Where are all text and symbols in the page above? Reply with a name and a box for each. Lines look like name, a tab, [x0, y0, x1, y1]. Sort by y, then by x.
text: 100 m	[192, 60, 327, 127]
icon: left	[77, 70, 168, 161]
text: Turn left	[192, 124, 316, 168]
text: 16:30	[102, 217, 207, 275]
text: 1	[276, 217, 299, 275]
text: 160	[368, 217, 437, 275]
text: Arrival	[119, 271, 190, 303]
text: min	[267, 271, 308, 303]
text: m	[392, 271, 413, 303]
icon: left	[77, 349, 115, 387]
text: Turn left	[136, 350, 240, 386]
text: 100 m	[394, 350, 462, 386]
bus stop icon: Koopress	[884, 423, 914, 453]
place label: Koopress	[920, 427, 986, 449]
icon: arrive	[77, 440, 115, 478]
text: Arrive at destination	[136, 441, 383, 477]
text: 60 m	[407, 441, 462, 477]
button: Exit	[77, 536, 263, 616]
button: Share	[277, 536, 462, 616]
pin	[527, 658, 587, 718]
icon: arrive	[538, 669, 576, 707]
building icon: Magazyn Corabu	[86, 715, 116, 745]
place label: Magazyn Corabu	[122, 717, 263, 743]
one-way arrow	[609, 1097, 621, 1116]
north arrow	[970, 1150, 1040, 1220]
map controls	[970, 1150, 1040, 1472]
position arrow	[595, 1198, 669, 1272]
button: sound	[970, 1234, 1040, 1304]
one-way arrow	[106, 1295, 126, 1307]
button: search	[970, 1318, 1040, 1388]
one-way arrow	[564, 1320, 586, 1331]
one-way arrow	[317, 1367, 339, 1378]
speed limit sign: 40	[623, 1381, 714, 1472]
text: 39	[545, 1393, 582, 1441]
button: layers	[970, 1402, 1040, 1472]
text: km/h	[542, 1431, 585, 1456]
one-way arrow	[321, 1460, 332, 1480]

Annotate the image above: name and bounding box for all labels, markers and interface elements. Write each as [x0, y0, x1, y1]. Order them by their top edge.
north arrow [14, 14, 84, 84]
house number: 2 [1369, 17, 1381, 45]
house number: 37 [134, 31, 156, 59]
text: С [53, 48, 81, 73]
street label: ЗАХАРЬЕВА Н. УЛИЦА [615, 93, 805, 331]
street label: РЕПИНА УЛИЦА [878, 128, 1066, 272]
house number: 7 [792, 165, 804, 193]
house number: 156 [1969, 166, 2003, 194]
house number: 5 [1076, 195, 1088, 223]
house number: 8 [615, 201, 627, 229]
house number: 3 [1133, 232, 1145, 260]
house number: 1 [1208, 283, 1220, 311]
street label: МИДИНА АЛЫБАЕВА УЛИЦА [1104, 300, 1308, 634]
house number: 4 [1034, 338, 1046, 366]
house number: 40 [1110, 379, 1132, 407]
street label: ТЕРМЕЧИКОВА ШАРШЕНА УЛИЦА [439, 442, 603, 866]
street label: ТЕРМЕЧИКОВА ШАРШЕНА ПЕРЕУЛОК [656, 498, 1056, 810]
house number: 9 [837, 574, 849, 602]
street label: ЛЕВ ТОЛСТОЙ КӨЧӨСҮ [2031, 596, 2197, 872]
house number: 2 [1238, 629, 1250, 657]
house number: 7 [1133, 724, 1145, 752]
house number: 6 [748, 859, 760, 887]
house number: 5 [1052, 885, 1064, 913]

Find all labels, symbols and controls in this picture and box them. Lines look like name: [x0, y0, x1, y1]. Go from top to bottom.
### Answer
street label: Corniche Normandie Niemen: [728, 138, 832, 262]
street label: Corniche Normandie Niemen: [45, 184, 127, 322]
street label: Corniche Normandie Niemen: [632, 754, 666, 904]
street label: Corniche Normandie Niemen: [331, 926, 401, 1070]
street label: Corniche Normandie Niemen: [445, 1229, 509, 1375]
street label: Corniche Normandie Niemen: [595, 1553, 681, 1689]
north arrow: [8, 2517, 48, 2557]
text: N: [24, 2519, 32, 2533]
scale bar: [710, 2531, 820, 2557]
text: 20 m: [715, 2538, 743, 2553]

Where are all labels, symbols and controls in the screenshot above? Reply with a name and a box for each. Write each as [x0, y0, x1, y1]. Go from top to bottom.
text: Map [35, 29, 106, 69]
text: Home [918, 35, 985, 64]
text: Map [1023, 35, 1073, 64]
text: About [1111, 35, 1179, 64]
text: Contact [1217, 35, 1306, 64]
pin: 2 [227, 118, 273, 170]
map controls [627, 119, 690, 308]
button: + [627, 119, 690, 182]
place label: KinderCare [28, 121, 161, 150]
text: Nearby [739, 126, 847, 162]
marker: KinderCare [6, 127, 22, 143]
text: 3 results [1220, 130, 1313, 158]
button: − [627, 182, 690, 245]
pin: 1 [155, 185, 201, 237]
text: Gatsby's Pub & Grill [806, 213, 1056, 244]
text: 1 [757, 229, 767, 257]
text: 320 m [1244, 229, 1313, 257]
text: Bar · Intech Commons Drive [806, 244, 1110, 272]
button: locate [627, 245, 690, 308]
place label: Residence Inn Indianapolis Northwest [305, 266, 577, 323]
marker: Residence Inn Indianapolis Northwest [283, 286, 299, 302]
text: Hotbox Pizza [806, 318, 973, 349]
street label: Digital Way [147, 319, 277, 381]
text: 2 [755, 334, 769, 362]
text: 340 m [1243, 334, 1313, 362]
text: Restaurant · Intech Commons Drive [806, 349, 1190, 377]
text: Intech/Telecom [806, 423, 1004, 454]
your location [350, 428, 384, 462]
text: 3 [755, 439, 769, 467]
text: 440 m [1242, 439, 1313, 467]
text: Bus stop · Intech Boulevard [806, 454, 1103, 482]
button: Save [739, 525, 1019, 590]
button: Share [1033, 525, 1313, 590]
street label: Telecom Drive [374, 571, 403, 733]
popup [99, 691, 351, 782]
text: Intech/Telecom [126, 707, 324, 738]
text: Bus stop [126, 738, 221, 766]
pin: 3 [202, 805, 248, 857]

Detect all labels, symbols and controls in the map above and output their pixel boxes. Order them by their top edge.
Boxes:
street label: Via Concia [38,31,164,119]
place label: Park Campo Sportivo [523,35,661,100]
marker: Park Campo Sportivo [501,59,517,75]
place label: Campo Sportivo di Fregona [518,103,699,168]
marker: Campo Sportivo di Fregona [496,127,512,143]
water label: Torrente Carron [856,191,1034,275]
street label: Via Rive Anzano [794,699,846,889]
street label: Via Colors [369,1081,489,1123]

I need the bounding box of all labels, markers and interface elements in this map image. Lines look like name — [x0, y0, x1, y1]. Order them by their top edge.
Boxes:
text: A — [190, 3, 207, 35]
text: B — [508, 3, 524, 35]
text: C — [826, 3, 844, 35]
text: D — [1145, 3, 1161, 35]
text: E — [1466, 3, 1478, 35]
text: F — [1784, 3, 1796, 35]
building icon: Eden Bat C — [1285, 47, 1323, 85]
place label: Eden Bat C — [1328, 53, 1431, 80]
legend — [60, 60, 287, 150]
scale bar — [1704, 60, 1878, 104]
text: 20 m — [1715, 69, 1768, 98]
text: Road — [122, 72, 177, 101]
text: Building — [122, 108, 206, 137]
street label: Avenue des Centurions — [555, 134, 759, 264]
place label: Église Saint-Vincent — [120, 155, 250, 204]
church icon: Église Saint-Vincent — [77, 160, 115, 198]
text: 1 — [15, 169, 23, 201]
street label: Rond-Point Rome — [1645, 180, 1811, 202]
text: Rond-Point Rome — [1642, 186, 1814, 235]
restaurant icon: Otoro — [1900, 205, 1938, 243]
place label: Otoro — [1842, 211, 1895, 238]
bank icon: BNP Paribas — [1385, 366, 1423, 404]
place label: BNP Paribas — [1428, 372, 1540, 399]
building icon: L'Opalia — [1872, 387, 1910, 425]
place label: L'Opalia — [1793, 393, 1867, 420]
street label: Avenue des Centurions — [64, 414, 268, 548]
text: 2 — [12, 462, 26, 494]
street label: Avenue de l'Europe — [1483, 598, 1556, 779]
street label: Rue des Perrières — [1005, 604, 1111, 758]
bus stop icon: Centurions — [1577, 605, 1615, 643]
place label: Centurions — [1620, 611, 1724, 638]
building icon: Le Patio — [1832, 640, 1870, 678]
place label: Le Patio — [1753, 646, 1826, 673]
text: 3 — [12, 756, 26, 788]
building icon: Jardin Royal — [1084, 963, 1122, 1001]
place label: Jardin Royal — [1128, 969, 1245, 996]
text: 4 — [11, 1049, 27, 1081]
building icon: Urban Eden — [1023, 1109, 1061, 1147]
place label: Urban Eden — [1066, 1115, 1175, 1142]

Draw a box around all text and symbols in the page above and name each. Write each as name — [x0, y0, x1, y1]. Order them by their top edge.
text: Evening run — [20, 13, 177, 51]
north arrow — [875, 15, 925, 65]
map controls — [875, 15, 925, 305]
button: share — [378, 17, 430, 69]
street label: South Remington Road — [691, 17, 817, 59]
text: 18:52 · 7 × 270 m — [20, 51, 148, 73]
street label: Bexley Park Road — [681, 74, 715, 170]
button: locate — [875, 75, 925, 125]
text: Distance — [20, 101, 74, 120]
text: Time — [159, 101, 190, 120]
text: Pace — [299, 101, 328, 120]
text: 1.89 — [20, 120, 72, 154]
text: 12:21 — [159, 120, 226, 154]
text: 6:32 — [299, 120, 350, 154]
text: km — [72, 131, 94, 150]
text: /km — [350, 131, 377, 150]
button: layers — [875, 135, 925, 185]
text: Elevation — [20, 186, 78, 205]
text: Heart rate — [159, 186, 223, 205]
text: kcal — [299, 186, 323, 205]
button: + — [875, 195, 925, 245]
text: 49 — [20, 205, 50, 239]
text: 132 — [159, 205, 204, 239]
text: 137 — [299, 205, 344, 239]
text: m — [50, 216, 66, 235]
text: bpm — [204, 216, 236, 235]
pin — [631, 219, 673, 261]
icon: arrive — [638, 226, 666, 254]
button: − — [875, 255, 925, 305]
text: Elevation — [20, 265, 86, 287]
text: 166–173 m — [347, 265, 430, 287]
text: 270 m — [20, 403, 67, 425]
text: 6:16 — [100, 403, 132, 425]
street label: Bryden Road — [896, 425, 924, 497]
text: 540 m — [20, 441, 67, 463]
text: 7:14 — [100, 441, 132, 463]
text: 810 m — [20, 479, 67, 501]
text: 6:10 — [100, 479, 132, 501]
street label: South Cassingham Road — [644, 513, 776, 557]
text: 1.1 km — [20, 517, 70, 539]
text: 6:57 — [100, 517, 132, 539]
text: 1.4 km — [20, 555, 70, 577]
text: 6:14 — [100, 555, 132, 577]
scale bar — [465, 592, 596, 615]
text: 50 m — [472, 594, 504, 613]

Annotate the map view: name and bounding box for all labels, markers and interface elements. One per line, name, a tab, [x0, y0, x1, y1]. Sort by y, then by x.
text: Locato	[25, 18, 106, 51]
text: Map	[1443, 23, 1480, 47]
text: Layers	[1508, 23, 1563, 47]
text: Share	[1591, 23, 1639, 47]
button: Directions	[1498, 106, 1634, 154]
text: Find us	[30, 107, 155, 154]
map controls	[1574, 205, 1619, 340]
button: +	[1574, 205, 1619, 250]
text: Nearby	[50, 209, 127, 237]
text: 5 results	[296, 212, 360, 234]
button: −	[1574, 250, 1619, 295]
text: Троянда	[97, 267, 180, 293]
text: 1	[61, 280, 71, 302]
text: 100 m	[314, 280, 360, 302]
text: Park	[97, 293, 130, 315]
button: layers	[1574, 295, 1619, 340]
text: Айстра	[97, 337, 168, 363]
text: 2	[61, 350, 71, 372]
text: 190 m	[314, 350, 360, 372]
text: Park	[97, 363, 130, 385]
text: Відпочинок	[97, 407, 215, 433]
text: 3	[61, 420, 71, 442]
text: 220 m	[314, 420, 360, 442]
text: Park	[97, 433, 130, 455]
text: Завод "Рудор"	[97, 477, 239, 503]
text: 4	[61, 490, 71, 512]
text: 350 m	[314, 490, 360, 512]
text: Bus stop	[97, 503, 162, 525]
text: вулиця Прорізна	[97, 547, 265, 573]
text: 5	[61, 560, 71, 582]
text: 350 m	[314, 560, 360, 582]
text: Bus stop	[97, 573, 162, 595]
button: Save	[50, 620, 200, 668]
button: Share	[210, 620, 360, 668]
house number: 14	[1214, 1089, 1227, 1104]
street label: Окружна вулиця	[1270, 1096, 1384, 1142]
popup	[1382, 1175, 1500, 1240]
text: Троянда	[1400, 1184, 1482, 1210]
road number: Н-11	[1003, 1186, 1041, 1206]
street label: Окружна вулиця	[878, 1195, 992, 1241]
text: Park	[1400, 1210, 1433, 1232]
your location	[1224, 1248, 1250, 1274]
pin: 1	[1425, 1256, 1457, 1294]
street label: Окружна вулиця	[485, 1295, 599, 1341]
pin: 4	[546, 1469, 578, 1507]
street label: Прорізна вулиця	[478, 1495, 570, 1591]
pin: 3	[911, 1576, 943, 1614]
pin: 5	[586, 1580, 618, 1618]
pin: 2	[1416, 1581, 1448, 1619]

What you will do: Please work out how many lines of the listing contain the string "popup", and answer with the number only.

Task solution: 2